» **Your task**: For the records below, give the number of lines where the string "positions" occurs. Include nothing else.

[Collected data]
* * *

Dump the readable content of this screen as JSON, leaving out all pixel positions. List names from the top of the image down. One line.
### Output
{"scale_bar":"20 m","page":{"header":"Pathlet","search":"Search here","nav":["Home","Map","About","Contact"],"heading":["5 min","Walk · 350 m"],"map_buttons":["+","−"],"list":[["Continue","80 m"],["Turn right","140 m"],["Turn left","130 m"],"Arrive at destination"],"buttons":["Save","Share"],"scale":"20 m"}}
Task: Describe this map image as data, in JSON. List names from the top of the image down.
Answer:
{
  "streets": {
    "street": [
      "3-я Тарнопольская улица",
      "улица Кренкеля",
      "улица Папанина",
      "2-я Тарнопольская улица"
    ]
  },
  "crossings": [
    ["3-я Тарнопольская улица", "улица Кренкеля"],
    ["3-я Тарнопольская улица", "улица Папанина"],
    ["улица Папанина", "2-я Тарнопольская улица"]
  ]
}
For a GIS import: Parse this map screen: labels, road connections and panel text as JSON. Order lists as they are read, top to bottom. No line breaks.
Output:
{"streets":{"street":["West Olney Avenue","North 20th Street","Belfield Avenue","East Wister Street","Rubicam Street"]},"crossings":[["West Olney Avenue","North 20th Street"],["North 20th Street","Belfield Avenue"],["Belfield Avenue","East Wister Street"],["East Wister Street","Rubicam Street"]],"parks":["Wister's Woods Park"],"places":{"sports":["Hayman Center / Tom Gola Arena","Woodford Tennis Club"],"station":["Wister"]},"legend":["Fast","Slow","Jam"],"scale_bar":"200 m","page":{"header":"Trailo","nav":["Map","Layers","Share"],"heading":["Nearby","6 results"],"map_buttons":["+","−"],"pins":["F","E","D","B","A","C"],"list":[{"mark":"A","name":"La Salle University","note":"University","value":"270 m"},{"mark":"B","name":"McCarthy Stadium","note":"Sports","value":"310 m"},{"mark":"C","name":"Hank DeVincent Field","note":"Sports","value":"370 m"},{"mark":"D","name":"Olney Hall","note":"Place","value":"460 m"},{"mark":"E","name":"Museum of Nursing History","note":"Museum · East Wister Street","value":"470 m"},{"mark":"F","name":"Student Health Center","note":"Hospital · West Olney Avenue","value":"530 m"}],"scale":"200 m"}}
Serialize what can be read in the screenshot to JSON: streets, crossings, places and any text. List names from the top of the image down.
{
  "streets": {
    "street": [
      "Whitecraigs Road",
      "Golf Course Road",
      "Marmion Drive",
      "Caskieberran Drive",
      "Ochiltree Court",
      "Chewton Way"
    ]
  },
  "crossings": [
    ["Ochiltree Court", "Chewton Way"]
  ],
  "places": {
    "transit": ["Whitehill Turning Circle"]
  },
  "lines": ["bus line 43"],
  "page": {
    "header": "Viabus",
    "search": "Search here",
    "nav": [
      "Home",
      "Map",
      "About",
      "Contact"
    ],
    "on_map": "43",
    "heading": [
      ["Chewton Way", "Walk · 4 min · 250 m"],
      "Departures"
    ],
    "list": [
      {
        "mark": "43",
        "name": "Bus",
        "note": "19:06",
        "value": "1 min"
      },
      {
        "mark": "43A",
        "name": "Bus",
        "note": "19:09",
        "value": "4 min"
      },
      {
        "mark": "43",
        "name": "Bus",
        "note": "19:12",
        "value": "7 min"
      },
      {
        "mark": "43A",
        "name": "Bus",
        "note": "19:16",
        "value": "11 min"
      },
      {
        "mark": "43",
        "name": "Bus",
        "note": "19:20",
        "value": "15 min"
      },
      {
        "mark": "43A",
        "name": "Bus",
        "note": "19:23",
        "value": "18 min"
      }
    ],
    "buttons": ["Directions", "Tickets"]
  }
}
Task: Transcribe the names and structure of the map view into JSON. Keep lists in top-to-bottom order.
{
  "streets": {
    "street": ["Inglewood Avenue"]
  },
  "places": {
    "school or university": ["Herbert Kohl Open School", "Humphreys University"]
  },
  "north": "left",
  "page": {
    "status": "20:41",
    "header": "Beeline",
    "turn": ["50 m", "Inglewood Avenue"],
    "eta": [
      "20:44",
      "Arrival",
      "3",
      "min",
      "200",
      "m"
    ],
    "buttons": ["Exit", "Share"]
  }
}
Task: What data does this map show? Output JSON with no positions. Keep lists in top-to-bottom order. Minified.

* * *

» **Written answer**: 2